INSTRUCTIONS FOR THE TASK: For the records that follow, return only the count of lines containing the string "lane".

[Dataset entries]

.....

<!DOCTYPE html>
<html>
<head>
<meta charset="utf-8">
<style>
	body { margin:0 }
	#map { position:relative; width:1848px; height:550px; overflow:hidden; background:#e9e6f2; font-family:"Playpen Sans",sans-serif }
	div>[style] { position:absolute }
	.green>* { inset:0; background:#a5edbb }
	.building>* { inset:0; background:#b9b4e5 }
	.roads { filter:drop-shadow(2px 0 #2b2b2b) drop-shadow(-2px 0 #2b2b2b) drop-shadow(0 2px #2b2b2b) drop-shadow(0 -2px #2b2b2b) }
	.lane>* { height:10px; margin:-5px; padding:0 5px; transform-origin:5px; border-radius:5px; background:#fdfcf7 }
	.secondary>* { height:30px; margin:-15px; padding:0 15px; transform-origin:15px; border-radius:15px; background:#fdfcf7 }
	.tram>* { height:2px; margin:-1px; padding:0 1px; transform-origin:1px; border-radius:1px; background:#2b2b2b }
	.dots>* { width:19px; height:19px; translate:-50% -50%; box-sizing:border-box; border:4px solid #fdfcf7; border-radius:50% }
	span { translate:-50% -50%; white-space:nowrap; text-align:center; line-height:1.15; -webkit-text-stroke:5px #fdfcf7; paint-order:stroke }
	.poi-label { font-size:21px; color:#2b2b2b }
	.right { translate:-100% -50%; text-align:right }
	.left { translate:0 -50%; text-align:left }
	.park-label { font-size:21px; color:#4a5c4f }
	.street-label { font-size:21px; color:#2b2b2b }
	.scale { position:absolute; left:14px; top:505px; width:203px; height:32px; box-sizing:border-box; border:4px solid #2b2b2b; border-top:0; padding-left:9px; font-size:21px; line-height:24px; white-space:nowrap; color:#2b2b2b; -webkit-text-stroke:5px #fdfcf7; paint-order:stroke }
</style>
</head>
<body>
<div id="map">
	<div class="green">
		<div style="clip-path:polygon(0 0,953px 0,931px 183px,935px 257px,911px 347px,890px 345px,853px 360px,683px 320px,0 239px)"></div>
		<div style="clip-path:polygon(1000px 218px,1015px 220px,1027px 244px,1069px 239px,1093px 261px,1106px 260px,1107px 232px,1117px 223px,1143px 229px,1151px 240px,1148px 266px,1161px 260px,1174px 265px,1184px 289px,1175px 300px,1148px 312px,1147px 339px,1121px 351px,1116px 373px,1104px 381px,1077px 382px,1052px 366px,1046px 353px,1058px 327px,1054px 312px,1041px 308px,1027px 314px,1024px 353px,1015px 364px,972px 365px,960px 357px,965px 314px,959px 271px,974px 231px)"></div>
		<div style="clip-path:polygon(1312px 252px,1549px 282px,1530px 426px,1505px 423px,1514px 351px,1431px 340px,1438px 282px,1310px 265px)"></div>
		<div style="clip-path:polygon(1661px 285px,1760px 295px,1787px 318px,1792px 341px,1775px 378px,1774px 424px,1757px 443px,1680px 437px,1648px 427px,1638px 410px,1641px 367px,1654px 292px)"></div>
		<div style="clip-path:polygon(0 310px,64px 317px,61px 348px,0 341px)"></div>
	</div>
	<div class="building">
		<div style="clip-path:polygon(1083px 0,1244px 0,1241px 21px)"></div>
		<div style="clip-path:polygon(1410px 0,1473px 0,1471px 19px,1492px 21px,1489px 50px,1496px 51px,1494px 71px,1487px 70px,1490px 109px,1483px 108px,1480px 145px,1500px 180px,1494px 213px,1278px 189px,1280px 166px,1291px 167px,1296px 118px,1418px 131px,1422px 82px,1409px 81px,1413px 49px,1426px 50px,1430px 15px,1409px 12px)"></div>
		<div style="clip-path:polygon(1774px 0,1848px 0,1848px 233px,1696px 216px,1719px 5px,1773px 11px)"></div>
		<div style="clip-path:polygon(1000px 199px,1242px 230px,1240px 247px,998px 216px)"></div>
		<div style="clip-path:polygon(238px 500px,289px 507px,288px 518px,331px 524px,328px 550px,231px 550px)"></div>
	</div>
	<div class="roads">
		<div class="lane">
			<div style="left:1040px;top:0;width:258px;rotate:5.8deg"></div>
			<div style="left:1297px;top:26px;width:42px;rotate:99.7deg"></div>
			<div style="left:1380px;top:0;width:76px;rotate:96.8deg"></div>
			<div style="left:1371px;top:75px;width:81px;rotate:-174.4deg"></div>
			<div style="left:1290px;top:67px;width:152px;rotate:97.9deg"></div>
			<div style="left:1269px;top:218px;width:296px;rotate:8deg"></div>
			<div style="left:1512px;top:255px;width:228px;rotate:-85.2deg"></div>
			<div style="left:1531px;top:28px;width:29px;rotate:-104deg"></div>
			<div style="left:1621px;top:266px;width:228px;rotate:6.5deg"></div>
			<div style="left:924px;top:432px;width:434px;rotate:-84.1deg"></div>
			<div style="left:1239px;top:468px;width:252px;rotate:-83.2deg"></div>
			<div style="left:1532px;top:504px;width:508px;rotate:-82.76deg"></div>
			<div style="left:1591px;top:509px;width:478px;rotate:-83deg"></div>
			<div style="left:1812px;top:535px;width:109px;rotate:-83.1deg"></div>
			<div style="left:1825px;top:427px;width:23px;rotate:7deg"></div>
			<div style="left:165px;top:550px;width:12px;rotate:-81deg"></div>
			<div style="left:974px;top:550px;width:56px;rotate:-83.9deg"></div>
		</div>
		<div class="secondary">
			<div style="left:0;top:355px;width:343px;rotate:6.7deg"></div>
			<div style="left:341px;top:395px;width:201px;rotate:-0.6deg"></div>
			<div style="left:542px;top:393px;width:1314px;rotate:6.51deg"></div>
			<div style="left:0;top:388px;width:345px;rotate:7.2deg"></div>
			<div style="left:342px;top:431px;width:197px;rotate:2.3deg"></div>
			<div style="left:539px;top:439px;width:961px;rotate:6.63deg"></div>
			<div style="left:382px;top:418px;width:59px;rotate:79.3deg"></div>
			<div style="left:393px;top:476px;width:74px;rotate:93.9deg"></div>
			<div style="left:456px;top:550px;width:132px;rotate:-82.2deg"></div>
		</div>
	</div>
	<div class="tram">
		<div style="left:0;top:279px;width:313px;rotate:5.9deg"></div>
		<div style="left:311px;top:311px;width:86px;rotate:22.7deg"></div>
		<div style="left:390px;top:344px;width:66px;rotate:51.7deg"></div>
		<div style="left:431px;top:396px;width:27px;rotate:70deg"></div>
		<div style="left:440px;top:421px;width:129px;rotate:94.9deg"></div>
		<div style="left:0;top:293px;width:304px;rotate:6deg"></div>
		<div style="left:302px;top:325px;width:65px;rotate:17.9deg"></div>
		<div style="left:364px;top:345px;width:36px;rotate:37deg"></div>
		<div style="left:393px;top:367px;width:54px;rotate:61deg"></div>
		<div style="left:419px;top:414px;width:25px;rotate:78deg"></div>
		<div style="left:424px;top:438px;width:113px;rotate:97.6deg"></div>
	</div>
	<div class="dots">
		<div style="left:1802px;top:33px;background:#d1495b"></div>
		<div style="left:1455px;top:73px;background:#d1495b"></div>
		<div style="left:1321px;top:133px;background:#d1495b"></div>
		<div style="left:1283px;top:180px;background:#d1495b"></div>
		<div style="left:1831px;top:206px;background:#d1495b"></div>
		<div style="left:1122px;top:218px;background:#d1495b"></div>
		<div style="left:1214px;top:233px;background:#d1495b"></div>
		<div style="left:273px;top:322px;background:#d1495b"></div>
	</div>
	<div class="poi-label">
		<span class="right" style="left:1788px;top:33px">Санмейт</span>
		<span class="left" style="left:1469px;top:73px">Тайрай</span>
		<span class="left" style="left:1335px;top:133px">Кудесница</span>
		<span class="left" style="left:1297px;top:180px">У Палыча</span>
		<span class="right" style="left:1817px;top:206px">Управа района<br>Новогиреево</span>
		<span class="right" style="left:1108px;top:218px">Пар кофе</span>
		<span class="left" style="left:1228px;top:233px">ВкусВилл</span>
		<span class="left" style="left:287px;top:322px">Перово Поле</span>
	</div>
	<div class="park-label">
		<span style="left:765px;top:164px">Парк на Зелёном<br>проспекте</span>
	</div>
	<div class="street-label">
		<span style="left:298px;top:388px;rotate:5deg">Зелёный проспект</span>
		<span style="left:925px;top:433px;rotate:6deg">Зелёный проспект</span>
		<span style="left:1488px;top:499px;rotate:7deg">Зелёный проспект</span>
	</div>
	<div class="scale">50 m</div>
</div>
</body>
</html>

.....

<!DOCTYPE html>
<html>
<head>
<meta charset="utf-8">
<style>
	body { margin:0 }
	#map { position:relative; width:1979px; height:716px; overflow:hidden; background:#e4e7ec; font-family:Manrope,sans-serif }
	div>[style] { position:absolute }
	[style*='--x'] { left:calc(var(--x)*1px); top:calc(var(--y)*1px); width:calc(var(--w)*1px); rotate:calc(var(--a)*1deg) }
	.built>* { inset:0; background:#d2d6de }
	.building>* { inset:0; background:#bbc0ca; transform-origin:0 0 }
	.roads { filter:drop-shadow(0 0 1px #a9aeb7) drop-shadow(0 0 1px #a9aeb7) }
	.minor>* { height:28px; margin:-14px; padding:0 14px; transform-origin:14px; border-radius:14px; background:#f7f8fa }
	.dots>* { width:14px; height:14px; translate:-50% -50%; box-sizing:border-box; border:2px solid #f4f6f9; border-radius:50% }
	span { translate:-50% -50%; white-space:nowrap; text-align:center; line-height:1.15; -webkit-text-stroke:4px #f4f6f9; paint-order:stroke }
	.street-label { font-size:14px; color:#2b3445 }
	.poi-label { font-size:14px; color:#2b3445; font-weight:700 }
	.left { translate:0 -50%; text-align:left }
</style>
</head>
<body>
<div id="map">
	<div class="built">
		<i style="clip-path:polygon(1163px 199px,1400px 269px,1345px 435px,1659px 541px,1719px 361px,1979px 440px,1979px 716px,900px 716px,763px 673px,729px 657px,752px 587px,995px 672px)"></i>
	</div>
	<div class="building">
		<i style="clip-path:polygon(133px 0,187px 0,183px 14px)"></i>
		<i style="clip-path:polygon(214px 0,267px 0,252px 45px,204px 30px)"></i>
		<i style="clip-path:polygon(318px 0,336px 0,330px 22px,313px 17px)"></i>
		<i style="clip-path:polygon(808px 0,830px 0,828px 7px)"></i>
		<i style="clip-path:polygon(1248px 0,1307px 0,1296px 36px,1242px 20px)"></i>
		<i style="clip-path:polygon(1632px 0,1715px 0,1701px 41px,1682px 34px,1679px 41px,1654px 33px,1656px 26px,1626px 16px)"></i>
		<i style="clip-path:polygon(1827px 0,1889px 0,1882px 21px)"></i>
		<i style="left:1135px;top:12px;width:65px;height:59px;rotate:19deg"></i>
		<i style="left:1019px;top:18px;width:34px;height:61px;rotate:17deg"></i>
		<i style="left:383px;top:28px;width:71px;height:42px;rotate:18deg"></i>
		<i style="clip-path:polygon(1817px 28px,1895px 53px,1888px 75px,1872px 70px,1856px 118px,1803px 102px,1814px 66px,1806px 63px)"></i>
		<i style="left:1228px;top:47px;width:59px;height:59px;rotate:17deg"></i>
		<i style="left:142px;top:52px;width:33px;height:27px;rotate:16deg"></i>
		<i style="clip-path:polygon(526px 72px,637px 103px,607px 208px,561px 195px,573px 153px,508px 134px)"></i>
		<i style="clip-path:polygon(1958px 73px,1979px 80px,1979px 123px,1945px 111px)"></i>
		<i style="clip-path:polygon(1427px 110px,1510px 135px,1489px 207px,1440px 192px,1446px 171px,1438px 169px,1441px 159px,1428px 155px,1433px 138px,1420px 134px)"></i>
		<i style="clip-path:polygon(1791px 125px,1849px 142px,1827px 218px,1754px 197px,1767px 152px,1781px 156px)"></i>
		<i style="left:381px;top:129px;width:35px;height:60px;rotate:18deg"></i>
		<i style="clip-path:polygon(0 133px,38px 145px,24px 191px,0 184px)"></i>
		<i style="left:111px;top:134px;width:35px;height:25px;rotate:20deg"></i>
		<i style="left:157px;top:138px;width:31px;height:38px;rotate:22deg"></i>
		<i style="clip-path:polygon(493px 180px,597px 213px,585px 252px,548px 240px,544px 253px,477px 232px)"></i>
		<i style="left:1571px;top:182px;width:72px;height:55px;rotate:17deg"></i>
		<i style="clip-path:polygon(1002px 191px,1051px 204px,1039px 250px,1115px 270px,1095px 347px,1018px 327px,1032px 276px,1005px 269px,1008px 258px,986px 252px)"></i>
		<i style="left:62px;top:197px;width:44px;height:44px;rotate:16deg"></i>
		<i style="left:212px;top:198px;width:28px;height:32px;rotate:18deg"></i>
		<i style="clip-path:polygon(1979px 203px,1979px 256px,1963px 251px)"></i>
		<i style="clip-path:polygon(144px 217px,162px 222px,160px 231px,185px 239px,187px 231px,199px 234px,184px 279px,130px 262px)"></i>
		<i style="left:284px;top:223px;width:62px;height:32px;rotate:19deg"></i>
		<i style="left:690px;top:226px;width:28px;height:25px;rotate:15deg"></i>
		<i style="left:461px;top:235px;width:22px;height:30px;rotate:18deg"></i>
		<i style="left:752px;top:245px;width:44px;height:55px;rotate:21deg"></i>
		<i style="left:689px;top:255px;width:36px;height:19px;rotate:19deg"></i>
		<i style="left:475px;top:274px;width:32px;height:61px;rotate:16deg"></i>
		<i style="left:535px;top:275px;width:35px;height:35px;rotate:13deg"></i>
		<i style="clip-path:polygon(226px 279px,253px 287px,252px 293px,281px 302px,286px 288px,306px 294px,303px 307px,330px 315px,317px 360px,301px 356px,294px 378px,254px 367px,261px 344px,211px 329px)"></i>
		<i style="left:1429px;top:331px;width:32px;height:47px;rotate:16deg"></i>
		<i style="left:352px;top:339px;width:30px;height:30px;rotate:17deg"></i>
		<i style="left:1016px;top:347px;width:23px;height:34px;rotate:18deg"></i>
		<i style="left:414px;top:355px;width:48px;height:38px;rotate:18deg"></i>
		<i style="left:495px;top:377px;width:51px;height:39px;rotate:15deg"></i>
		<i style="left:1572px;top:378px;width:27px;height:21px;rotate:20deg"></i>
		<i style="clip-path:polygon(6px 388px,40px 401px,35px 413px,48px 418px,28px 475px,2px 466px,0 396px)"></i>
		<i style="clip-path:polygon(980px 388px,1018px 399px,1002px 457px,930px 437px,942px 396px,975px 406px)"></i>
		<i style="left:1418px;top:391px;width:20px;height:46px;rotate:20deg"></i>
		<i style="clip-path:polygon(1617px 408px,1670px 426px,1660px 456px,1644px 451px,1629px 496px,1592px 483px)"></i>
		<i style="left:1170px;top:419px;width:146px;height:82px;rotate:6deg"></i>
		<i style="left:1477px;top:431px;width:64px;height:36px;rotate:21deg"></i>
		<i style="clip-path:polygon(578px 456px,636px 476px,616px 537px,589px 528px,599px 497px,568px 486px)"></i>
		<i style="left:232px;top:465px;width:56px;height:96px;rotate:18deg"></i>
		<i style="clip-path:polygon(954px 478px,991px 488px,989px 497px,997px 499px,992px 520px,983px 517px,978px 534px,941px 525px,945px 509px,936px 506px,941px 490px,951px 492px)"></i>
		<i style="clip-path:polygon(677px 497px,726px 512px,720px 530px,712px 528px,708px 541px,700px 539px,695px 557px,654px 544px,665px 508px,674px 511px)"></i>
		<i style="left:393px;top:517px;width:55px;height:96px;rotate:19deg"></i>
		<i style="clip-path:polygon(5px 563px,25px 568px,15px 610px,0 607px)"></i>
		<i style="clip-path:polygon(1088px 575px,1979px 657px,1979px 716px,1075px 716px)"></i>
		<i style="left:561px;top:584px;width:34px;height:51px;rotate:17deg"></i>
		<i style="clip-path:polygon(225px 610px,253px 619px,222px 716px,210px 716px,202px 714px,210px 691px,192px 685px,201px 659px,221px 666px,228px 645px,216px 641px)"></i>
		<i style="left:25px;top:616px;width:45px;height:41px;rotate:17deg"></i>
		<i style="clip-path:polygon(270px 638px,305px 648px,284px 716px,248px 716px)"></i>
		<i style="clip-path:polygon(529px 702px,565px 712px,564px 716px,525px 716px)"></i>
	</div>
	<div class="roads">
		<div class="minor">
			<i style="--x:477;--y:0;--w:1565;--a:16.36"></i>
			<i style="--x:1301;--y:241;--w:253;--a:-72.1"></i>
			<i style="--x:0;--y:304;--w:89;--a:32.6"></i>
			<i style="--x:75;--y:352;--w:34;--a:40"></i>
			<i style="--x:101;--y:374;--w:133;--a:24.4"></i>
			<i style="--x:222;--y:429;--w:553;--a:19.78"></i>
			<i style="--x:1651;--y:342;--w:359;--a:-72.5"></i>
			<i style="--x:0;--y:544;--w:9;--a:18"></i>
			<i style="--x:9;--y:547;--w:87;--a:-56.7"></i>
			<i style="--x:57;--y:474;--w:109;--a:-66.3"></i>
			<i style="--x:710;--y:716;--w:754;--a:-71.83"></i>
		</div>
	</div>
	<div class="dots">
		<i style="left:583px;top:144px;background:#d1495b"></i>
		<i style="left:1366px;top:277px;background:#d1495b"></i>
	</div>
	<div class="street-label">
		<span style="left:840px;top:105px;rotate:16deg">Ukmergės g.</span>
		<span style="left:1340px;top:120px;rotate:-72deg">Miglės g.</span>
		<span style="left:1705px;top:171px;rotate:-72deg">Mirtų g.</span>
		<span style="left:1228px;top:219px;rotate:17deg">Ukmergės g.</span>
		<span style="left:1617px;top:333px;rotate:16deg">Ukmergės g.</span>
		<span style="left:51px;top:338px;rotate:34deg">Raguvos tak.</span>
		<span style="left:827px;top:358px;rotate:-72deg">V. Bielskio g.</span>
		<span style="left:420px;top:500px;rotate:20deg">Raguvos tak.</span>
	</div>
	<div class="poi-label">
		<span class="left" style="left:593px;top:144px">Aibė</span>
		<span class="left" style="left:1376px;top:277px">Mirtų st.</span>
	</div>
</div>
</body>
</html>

.....

TASK OUTPUT: 2